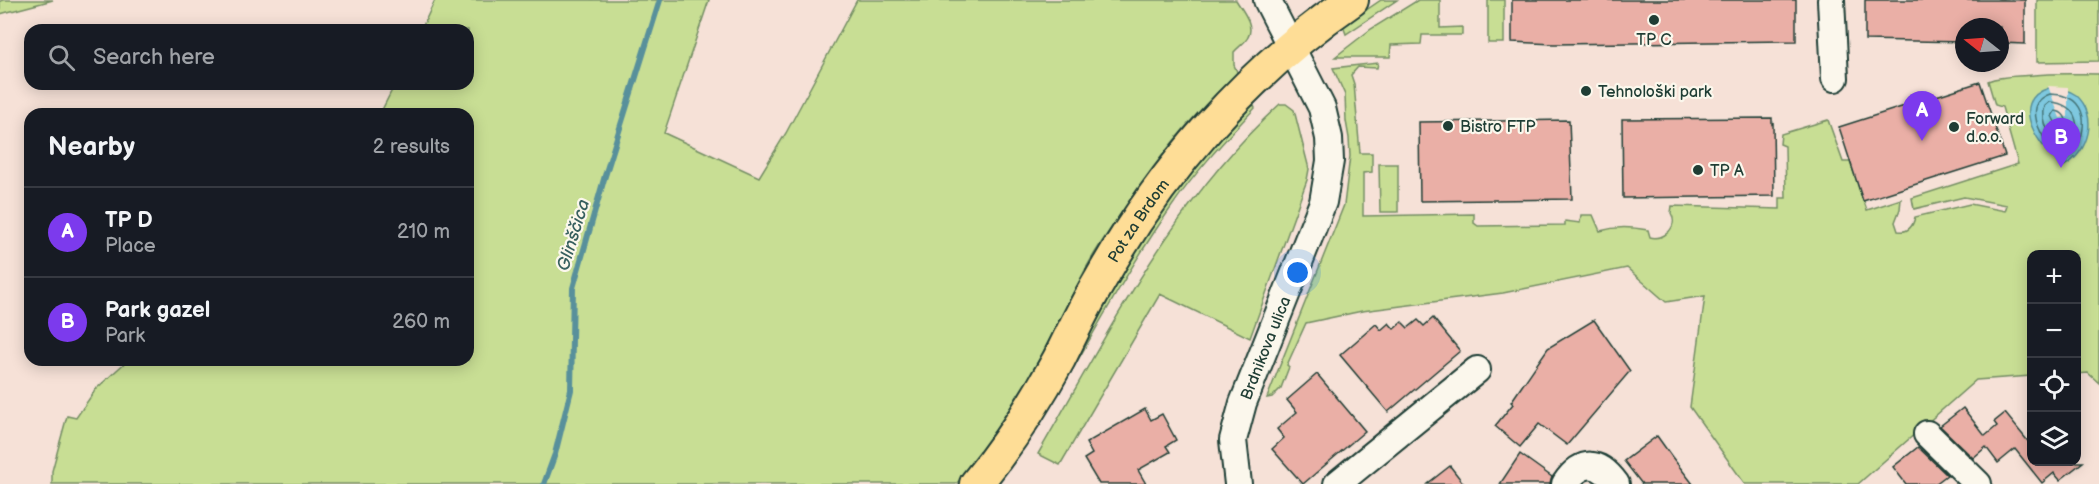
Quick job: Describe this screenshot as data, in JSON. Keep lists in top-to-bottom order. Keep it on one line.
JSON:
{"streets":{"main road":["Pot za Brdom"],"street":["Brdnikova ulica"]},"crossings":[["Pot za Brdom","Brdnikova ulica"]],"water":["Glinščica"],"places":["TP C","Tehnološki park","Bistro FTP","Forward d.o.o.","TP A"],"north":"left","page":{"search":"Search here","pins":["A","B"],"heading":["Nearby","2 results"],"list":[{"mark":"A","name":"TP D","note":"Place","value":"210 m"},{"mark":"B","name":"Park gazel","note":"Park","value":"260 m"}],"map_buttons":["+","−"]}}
***
• [To do] The data above should be returned in full, exactly as written, apart from its images.

• [Exercise result]
Quick job: Describe this screenshot as data, in JSON. Keep lists in top-to-bottom order. Keep it on one line.
JSON:
{"streets":{"main road":["Pot za Brdom"],"street":["Brdnikova ulica"]},"crossings":[["Pot za Brdom","Brdnikova ulica"]],"water":["Glinščica"],"places":["TP C","Tehnološki park","Bistro FTP","Forward d.o.o.","TP A"],"north":"left","page":{"search":"Search here","pins":["A","B"],"heading":["Nearby","2 results"],"list":[{"mark":"A","name":"TP D","note":"Place","value":"210 m"},{"mark":"B","name":"Park gazel","note":"Park","value":"260 m"}],"map_buttons":["+","−"]}}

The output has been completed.